FPGA Development hello world

So now we have a instruction set architecture and we have tried it out on an emulator. Time to design a CPU for it in an FPGA. First step is to get the tooling working.

There is a bewildering amount of FPGA tooling available some of which use even more bewildering amounts of disk space. Some of this tooling is language specific. There seem to be at least three different languages for programming FPGAs:

  1. Verilog,
  2. VHDL,
  3. and MyHDL.

VHDL seems to come with more resources, for instance a free book. Verilog seems to be better supported by open source tools. MyHDL seems to be high level DSL based on python that can be create designs and generate either Verilog or VHDL from this. This seems to be an interesting approach, but not the best approach when learning FPGA design. Similar to skipping Assembly and going directly to Python when trying to learn how CPUs work.

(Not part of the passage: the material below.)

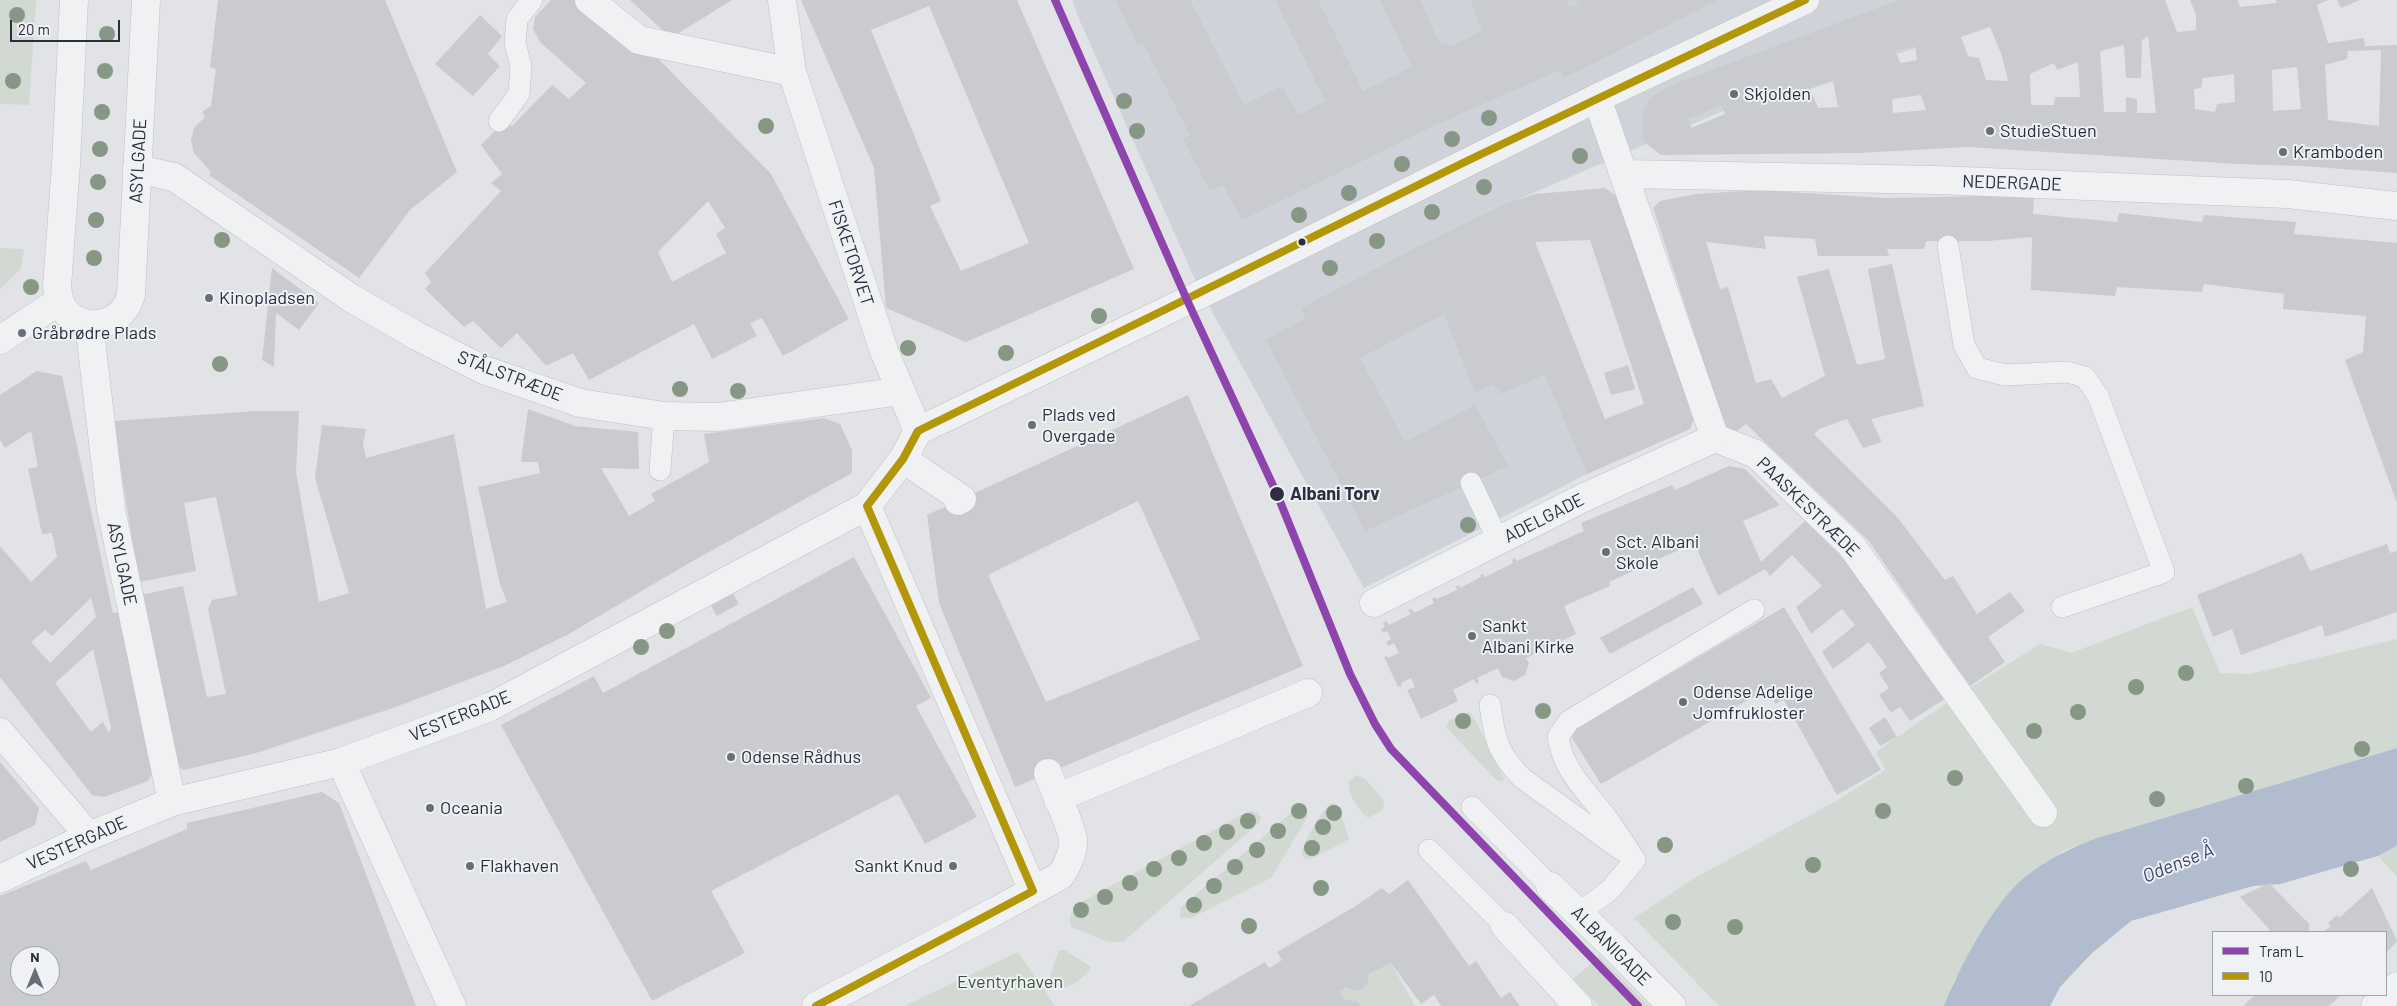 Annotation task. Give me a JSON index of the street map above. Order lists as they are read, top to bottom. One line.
{"streets":{"street":["ASYLGADE","NEDERGADE","FISKETORVET","STÅLSTRÆDE","PAASKESTRÆDE","ADELGADE","VESTERGADE","ALBANIGADE"]},"crossings":[["ASYLGADE","STÅLSTRÆDE"],["ASYLGADE","VESTERGADE"],["FISKETORVET","STÅLSTRÆDE"],["FISKETORVET","VESTERGADE"],["PAASKESTRÆDE","ADELGADE"]],"water":["Odense Å"],"parks":["Eventyrhaven"],"places":["Skjolden","StudieStuen","Kramboden","Kinopladsen","Gråbrødre Plads","Plads ved Overgade","Albani Torv","Sct. Albani Skole","Sankt Albani Kirke","Odense Adelige Jomfrukloster","Odense Rådhus","Oceania","Flakhaven","Sankt Knud"],"lines":["tram line L","transit line 10"],"legend":["Tram L","10"],"scale_bar":"20 m","north":"top"}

For now I settled on Verilog as it the only language supported by oss-cad-suite. It has a small disk footprint and supports the Lattice FPGA that comes with the Pico Ice. Oss-cad-suite is a large collection of tools. A nice layer on top of this is APIO. It provides a CLI to installing and running the tool chain. Going to use it to get everything up and running and distill what tools are really needed and how to call them and then automate it with proper makefiles.

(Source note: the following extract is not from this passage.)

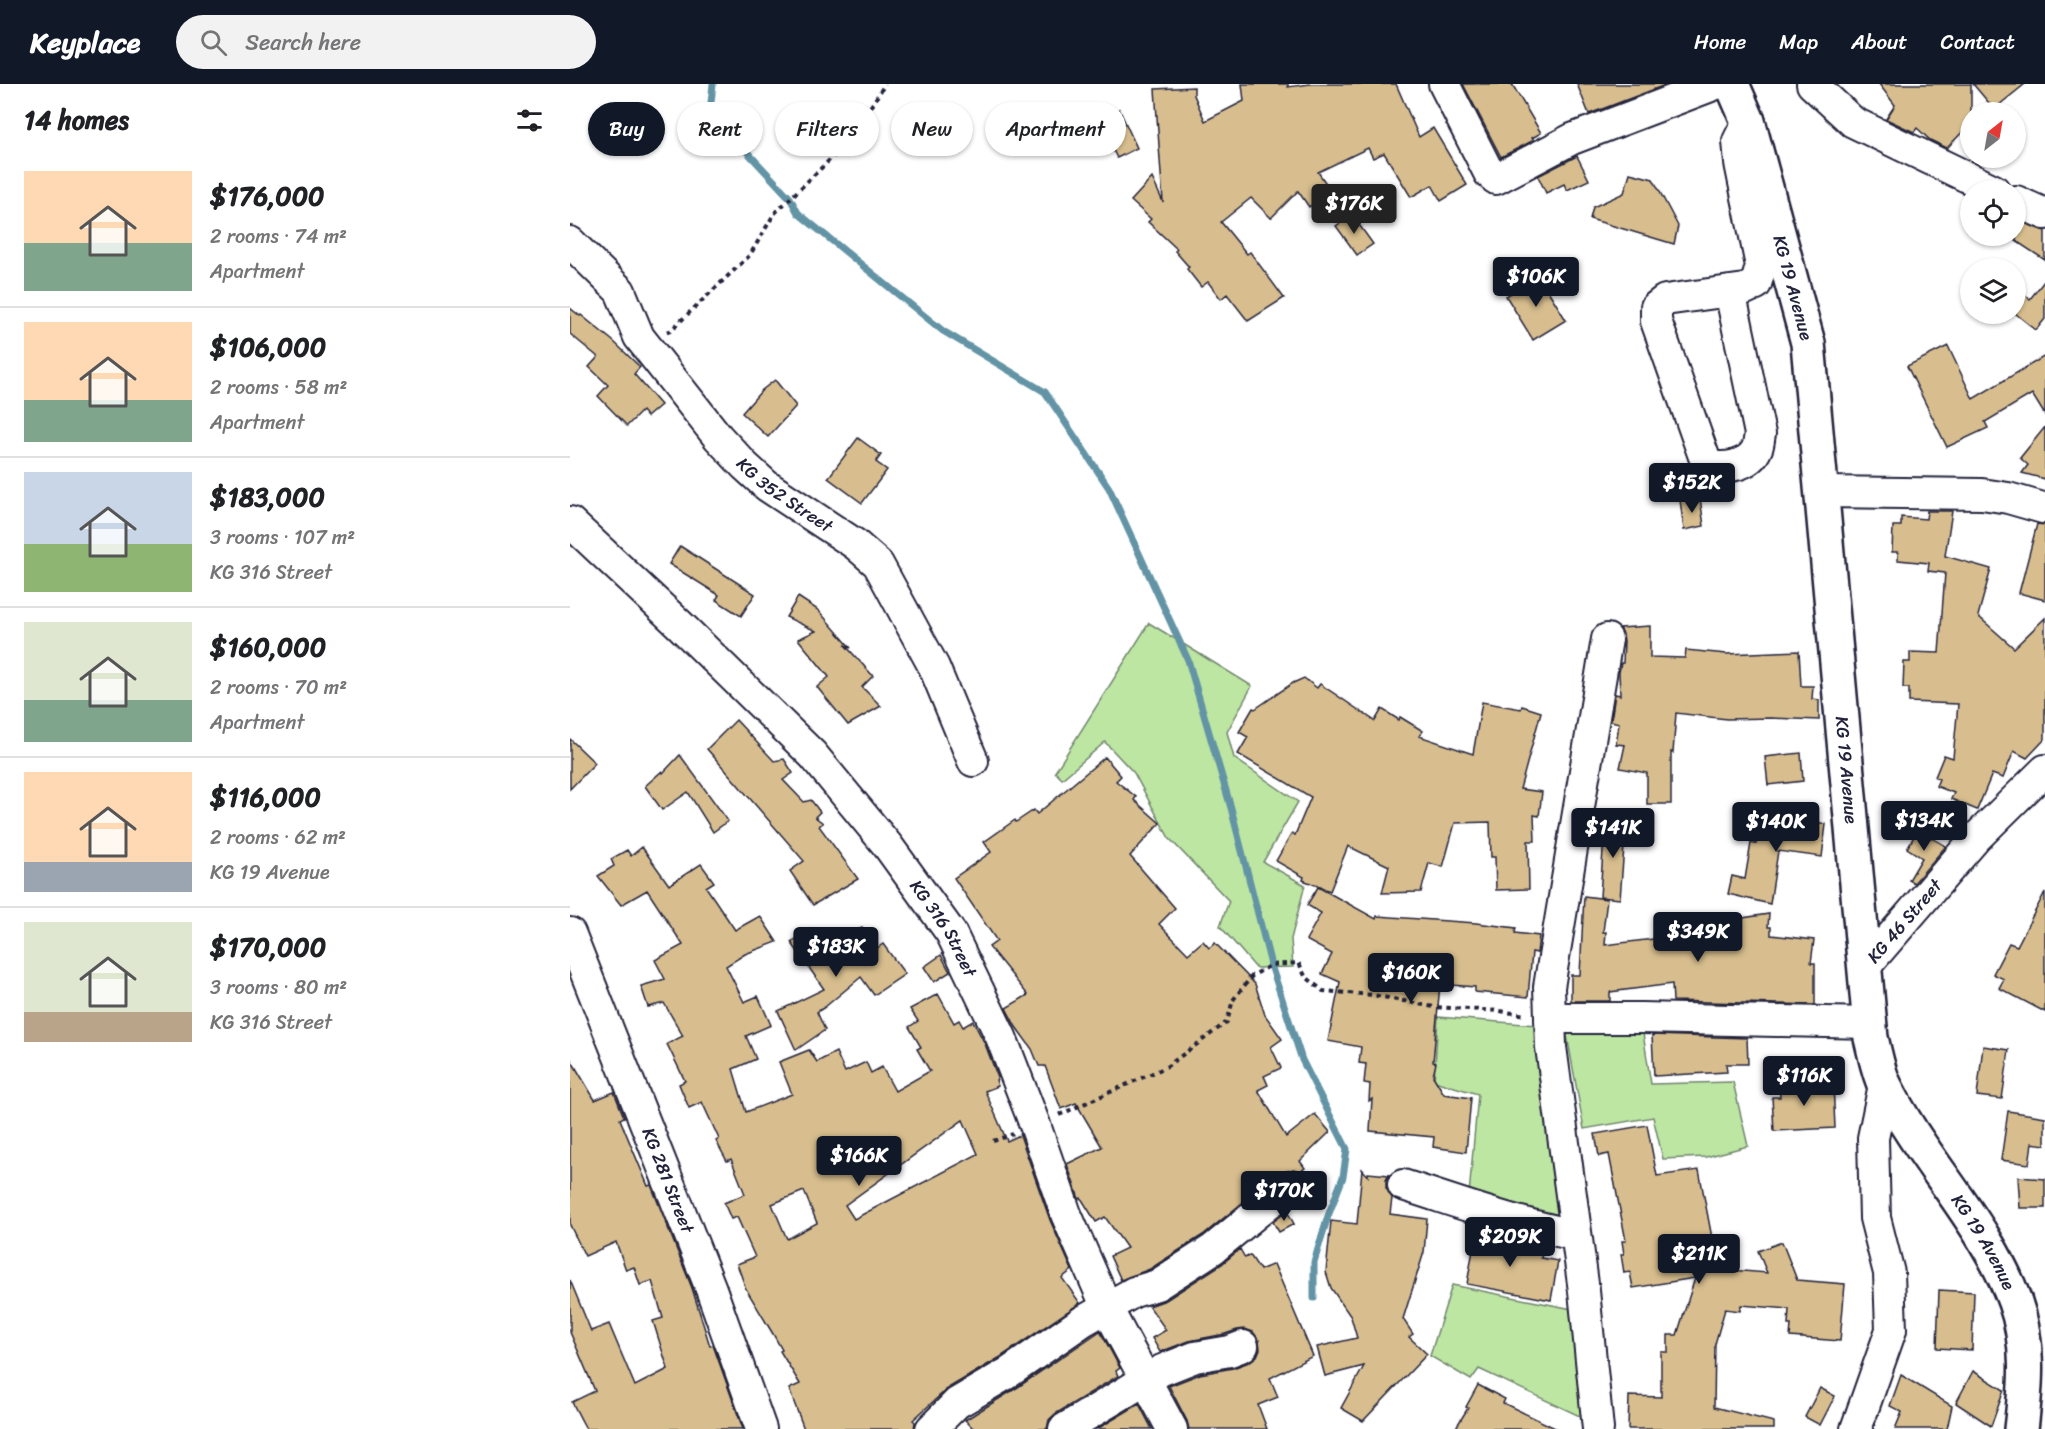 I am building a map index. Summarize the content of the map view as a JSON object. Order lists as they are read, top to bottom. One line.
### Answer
{"streets":{"main road":["KG 19 Avenue"],"street":["KG 352 Street","KG 46 Street","KG 316 Street","KG 281 Street"]},"crossings":[["KG 19 Avenue","KG 46 Street"]],"north":"top right","page":{"header":"Keyplace","search":"Search here","nav":["Home","Map","About","Contact"],"heading":"14 homes","chip":["Buy","Rent","Filters","New","Apartment"],"list":[{"name":"$176,000","note":"2 rooms · 74 m² · Apartment"},{"name":"$106,000","note":"2 rooms · 58 m² · Apartment"},{"name":"$183,000","note":"3 rooms · 107 m² · KG 316 Street"},{"name":"$160,000","note":"2 rooms · 70 m² · Apartment"},{"name":"$116,000","note":"2 rooms · 62 m² · KG 19 Avenue"},{"name":"$170,000","note":"3 rooms · 80 m² · KG 316 Street"}],"price":["$176K","$106K","$152K","$134K","$140K","$141K","$349K","$183K","$160K","$116K","$166K","$170K","$209K","$211K"]}}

Installing it on a notebook running Ubuntu 22.04.3 LTS (Xubuntu). This notebook has 4GB of ram and 57GB of disk space. APIO is a python package so it is a good idea to give it its own virtual environment.

sudo apt install python3.10-venv
python -m venv ~/venv/apio

After activating the environment

source ~/venv/apio/bin/activate

we can install APIO

pip install apio

and use apio to install the tools needed. For just simulating a hardware design the following seems to be enough:

apio install oss-cad-suite

To visualize the simulation results gtkwave needs to be installed:

sudo apt install gtkwave

Now we can try and simulate simple design. A four bit signed comparator will function as a “hello world”. It takes two inputs i_a and i_b and has three outputs:

The bit patterns in i_a and i_b are to be interpreted as signed numbers.

Comparator

Lets make an implementation for this and a test bench to try it out with a few inputs, then simulate it and visualize the results. For the tool set to run is needs some configuration files. These can be created with

apio init -b fomu -p .

The board, Fomu, is not important at the moment, as we only simulating the design.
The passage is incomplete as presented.